Во внешней политике принцип изоляционизма нашел отражение в тезисе о «социализме в отдельно взятой стране» и политике Единого фронта Коминтерна, ярким примером которой стала неудавшаяся «революция» в Германии в 1923 г. Последовательно следуя на практике данному принципу, лидеры большевиков проводили двойную политику: публичную и скрытую. Признаками последней служили исходившие от них «сигналы изоляционизма», которые противоречили официально провозглашенному курсу на международное сотрудничество и преследовали противоположные цели. Такая политика была естественным ответом на политически неприемлемые условия, которые обычно выдвигались западными банками для выдачи кредитов России. В частности, требования возврата собственности своим законным владельцам, прекращение конфискации частной собственности и отказ от пропаганды, направленной против других стран, представляли угрозу для режима, а поэтому должны были отвергаться. В период с 1926 по 1927 г., когда России удалось достичь некоторых успехов в поисках кредита, Сталин продолжал сравнивать концессии и кредиты с рабством и колонизацией. Это «явилось весьма эффективным средством убедить большинство инвесторов в том, что предоставление кредитов грозит новыми потерями капитала вследствие возможности национализации и отказа от выплаты долгов» (Дэй. 2013. С. 223, 226, 309). Провозгласив на словах иностранные инвестиции в качестве средства развития отечественной промышленности, большевики на деле использовали иностранное участие в пропагандистских целях для сокрытия, затушевывания диктаторской сущности режима. К этому выводу пришел С. Макмикин на основании анализа деятельности концессий, созданных под эгидой Межрабпома (McMeekin, 2003. Р. 128 — 143).

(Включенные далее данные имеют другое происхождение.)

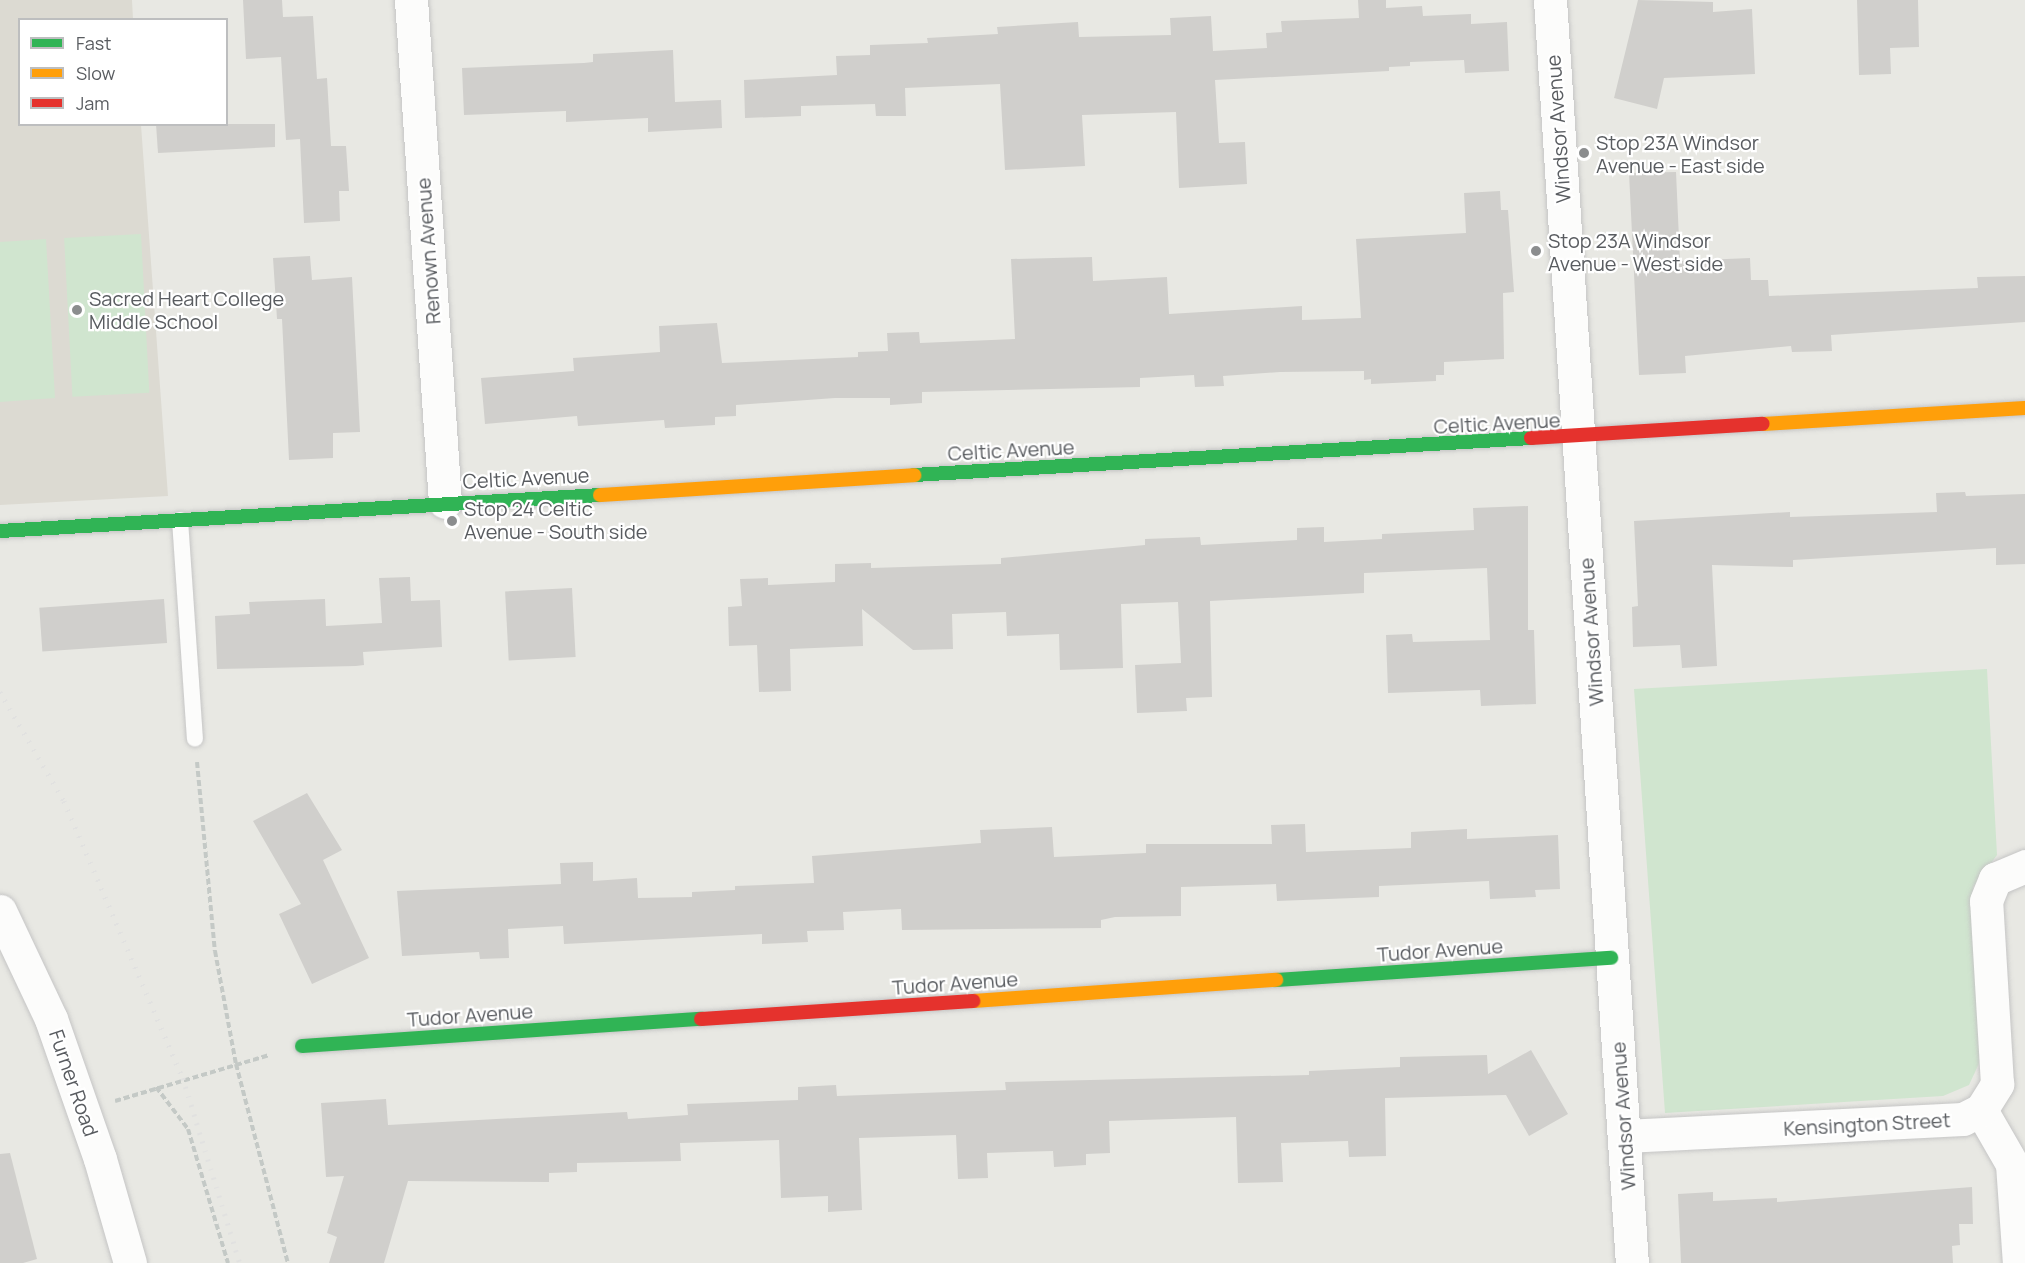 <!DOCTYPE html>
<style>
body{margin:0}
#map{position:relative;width:2025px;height:1263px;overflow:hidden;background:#e8e8e3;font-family:Manrope,sans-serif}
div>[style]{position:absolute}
.education>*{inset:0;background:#dcdad2}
.green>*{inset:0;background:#d0e5cf;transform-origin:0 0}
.building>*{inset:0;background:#d0cfcc;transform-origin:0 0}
.path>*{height:4px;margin-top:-2px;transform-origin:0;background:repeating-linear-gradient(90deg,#c4c9c6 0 6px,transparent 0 9px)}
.roads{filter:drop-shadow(0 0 2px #c5c5c5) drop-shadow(0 0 2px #c5c5c5)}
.lane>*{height:16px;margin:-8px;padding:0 8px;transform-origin:8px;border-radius:8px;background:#fcfcfb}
.street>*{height:33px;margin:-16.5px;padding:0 16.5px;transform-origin:16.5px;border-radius:16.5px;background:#fcfcfb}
.fast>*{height:14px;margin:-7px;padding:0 7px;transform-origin:7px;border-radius:7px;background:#30b455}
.slow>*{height:14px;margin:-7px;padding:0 7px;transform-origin:7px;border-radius:7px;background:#ff9f0a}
.jam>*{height:14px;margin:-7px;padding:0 7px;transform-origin:7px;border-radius:7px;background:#e5322d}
.rail>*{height:4.5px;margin-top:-2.25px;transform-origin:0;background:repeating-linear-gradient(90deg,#e1e1e0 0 1.5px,transparent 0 9.5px)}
.dots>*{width:16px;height:16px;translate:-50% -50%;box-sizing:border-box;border:3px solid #fff;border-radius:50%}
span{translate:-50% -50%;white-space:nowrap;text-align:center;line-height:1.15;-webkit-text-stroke:4.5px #fff;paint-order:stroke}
.street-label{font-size:20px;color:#595c60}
.poi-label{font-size:20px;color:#595c60}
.left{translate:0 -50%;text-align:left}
.legend{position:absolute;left:18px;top:18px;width:210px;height:108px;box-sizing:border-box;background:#fff;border:2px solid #bdbebf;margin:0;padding:8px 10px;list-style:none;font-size:18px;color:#595c60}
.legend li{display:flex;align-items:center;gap:12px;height:30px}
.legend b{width:30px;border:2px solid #bdbebf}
</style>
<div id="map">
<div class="education">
<div style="clip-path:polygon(0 0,132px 0,133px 19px,20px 20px,20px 124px,141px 125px,168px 496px,0 505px)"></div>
</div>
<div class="green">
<div style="left:141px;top:234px;width:159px;height:77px;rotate:87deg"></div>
<div style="clip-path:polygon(46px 239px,55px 398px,0 402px,0 242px)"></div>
<div style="clip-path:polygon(1987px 669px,1997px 855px,1973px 887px,1982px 1057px,1969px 1085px,1943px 1096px,1665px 1113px,1634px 689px)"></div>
</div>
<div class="building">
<div style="clip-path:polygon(243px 0,282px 0,283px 17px,313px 16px,317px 79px,327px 78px,331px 146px,346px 146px,349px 191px,339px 191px,340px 221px,304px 223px,300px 139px,286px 140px,281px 57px,246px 59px)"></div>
<div style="clip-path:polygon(1358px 0,1386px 0,1386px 8px,1422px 6px,1423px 16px,1471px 14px,1471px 24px,1507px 22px,1509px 71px,1465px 73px,1464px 60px,1410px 62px,1410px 66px,1389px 67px,1389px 71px,1215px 80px,1219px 143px,1245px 142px,1247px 184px,1179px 188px,1176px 112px,1082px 115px,1085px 166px,1005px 170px,1000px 84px,905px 88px,906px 116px,876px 116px,875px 104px,801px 106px,801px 116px,745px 118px,744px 80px,837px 75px,836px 56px,870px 55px,870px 45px,928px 43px,927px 38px,998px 34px,997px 27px,1078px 22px,1079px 37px,1171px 35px,1170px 18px,1211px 16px,1213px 51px,1267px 48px,1266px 33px,1282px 32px,1281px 21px,1359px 18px)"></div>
<div style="clip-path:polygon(1638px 0,1713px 2px,1713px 12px,1752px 9px,1755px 74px,1664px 78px,1657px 109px,1614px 98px)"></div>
<div style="clip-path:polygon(1857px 0,1918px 0,1919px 47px,1890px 48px,1891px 74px,1859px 75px)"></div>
<div style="clip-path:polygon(673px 50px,675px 102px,721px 100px,722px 128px,648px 132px,648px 118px,566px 122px,566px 111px,464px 115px,462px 68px,584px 63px,593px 62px,593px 54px)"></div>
<div style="clip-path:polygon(156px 124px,275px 124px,275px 147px,158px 153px)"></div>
<div style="clip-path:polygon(1676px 172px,1680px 261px,1750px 258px,1751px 280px,1768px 280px,1769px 296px,1978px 288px,1977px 277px,2025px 276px,2025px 322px,1831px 335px,1832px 351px,1792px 352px,1791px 346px,1685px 356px,1686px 373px,1639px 375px,1629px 173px)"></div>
<div style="clip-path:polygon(1500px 191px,1501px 210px,1508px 210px,1514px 292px,1503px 293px,1504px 359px,1444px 362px,1444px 375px,1436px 375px,1436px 381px,1371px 384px,1371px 379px,1364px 380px,1364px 371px,1280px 372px,1223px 376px,1224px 386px,1195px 387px,1194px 375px,1140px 378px,1140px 387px,922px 392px,922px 403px,890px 405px,890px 398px,835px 398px,736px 405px,736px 416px,715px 417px,715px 425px,665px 428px,664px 420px,578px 426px,577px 416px,485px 424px,481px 378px,574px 371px,573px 358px,660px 352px,659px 326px,717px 323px,722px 363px,858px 357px,858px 352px,888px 351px,887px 333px,919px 332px,920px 343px,1015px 339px,1011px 259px,1092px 257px,1093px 281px,1167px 277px,1169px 314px,1302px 306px,1302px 320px,1361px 318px,1356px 239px,1466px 233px,1464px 193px)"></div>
<div style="clip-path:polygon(310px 256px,312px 280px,352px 277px,360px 432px,333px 433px,333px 458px,289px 460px,282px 319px,277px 319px,273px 258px)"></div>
<div style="clip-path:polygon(1965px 492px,1966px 496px,2025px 494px,2025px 564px,1996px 565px,1996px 548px,1793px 560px,1793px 567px,1712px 565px,1717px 666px,1682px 668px,1680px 645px,1633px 647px,1632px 607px,1638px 606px,1634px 521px,1790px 512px,1790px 517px,1937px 512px,1936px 493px)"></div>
<div style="clip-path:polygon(1528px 506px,1528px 630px,1534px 630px,1536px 704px,1481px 706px,1480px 690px,1388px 693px,1386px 635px,1412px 634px,1413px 642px,1490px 640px,1487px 568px,1364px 573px,1364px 593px,1210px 601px,1212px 697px,1186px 698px,1187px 711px,1137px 713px,1135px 665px,1181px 663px,1178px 602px,1121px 604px,1123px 668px,1060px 670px,1059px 634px,1007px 636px,1006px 612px,952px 614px,953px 649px,913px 650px,862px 609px,863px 646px,790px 649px,791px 691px,759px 692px,757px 645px,729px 646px,728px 607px,742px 606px,740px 579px,768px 578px,768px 585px,835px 582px,835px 564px,871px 563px,871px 568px,1001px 564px,1001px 558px,1145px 545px,1145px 539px,1200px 537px,1201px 545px,1297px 540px,1297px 528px,1324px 527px,1324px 542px,1382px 539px,1382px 534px,1474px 530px,1473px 508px)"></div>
<div style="clip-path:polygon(410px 577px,411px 601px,440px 600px,442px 647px,363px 652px,364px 665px,356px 666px,217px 669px,215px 616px,250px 614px,249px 602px,325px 599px,326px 626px,382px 623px,379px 578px)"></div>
<div style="left:572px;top:588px;width:69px;height:67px;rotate:87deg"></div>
<div style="left:164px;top:599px;width:44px;height:125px;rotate:86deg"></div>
<div style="clip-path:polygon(307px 793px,342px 850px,323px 860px,369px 958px,312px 984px,279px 914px,301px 904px,253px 821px)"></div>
<div style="clip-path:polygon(1305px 824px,1306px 852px,1411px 848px,1411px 832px,1467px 829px,1467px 839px,1558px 835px,1560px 889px,1535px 890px,1536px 897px,1490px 899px,1489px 881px,1379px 886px,1379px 897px,1277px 901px,1276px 884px,1181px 887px,1181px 916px,1115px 917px,1101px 920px,1101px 928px,902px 930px,901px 909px,843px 912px,844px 930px,807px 931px,808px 942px,762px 944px,762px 934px,564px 944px,563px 926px,508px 929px,509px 958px,480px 959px,479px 952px,402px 956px,397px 891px,561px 884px,560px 863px,593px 862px,593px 881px,637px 878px,638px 898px,692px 897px,692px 892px,735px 890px,735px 886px,814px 883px,812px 856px,981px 843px,980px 830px,1052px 827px,1054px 857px,1146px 853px,1146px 844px,1272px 844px,1271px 825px)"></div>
<div style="clip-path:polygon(1531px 1050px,1568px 1114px,1529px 1136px,1506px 1095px,1385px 1098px,1386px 1156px,1349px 1157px,1348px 1141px,1281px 1143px,1283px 1182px,1238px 1183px,1236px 1117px,1109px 1121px,1110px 1153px,1086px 1154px,1086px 1165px,1054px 1167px,1053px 1151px,987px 1153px,988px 1178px,958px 1179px,956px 1135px,859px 1138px,862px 1210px,828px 1212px,828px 1196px,781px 1198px,779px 1140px,680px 1143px,681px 1161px,577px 1163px,577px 1172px,549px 1173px,549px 1182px,408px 1181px,384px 1263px,329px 1263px,337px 1237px,327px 1233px,344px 1176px,326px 1177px,321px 1103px,386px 1099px,388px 1125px,627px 1112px,628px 1119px,688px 1115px,687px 1104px,798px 1100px,798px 1087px,836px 1085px,837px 1096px,1006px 1090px,1005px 1082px,1309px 1075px,1309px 1071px,1400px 1067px,1400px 1057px,1487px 1055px,1488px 1074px)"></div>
<div style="clip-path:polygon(10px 1153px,37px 1259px,23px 1263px,0 1263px,0 1154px)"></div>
<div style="clip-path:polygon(1972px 1187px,1973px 1224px,1959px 1224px,1960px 1245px,1952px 1246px,1953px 1263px,1681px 1263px,1678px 1194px,1713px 1192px,1713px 1201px,1777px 1198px,1777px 1202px)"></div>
</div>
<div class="path">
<div style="left:197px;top:762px;width:190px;rotate:84.6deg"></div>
<div style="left:215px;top:951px;width:115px;rotate:79.5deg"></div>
<div style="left:236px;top:1064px;width:206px;rotate:75.4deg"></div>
<div style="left:156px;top:1087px;width:53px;rotate:52.7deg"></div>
<div style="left:188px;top:1129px;width:140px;rotate:73.4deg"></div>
<div style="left:115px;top:1101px;width:161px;rotate:-16.6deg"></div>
</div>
<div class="roads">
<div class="lane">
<div style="left:180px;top:520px;width:219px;rotate:86.1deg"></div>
</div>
<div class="street">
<div style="left:411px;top:0;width:503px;rotate:86.13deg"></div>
<div style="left:1550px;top:0;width:1266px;rotate:86.29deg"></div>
<div style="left:0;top:911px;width:119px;rotate:64.7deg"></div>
<div style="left:51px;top:1019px;width:148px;rotate:70.7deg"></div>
<div style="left:100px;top:1159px;width:108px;rotate:73.9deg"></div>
<div style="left:1981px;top:1110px;width:62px;rotate:60.1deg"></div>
<div style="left:2012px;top:1164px;width:99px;rotate:86deg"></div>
<div style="left:1625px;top:1136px;width:338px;rotate:-2.9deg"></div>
<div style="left:1963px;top:1119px;width:20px;rotate:-27deg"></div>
<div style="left:1981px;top:1110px;width:31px;rotate:-58deg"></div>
<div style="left:1997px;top:1084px;width:183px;rotate:-93.4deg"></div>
<div style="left:1986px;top:901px;width:24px;rotate:-68deg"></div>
<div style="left:1995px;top:879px;width:33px;rotate:-23deg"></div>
</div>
<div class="fast">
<div style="left:914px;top:475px;width:618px;rotate:-3.43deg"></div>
<div style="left:0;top:531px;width:601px;rotate:-3.43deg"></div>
<div style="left:1276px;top:980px;width:336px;rotate:-3.8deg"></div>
<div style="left:302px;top:1046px;width:400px;rotate:-3.9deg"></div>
</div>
<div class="slow">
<div style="left:1763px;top:424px;width:262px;rotate:-3.5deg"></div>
<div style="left:600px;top:495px;width:315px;rotate:-3.6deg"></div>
<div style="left:973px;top:1001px;width:304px;rotate:-4deg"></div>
</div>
<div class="jam">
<div style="left:1531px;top:438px;width:232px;rotate:-3.5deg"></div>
<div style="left:701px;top:1019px;width:273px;rotate:-3.8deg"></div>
</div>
</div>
<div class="rail">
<div style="left:0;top:692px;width:126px;rotate:59.6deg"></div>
<div style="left:64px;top:801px;width:301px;rotate:66.8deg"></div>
<div style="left:183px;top:1078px;width:194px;rotate:72.9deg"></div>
</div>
<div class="dots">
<div style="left:1584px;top:153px;background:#8b8d8e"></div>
<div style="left:1536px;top:251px;background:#8b8d8e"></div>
<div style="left:77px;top:310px;background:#8b8d8e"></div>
<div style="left:452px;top:521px;background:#8b8d8e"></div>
</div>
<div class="street-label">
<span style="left:1558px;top:129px;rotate:-94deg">Windsor Avenue</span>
<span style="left:428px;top:251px;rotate:-94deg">Renown Avenue</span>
<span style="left:1497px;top:423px;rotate:-3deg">Celtic Avenue</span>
<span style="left:1011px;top:450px;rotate:-3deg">Celtic Avenue</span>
<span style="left:526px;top:478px;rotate:-3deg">Celtic Avenue</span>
<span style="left:1591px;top:632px;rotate:-94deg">Windsor Avenue</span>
<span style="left:1440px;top:950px;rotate:-4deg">Tudor Avenue</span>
<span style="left:955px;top:983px;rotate:-4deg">Tudor Avenue</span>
<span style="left:470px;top:1015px;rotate:-4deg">Tudor Avenue</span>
<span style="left:74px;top:1083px;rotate:71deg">Furner Road</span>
<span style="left:1623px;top:1116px;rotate:-94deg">Windsor Avenue</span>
<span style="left:1867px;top:1124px;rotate:-3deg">Kensington Street</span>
</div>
<div class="poi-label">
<span class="left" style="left:1596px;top:154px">Stop 23A Windsor<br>Avenue - East side</span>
<span class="left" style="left:1548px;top:252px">Stop 23A Windsor<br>Avenue - West side</span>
<span class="left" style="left:89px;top:310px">Sacred Heart College<br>Middle School</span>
<span class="left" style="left:464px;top:520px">Stop 24 Celtic<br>Avenue - South side</span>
</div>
<ul class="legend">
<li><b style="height:8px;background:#30b455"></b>Fast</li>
<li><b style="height:8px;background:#ff9f0a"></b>Slow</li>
<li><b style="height:8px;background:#e5322d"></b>Jam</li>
</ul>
</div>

К концу 1920-х годов принцип изоляционизма во внешней и внутренней политике абсолютно доминировал, признаком чего стало широкое использование термина «агент империализма» в качестве наиболее тяжкого обвинения и «черной метки» режима. В 1930 г. Н. Кондратьев и другие противники жестких методов индустриализации подверглись репрессиям как агенты мирового капитализма: «Эти люди, которые являются провокаторами, настоящими провокаторами и агентами капитализма, производят смехотворную попытку обработать правительство» (Милютин, 1930. С. 17—18). В период процесса над «Промпартией» обвинение преследовало политические цели, стремясь доказать связь агентов-вредителей с мировым империализмом, с одной стороны, и внутренней оппозицией — с другой: «Настоящим хозяином „Промышленной партии" был международный империализм, готовящий вооруженное нападение на страну Советов. Его агенты поджигали и взрывали наши заводы, ломали машины, заливали шахты... Правые оппортунисты тянули партию в ту же сторону, куда пытались привести нас на фашистском аркане вредители оппортунисты — агенты классового врага, против генеральной линии партии, против ее руководства» (Харитонов, 1930. С. 17, 33, 38).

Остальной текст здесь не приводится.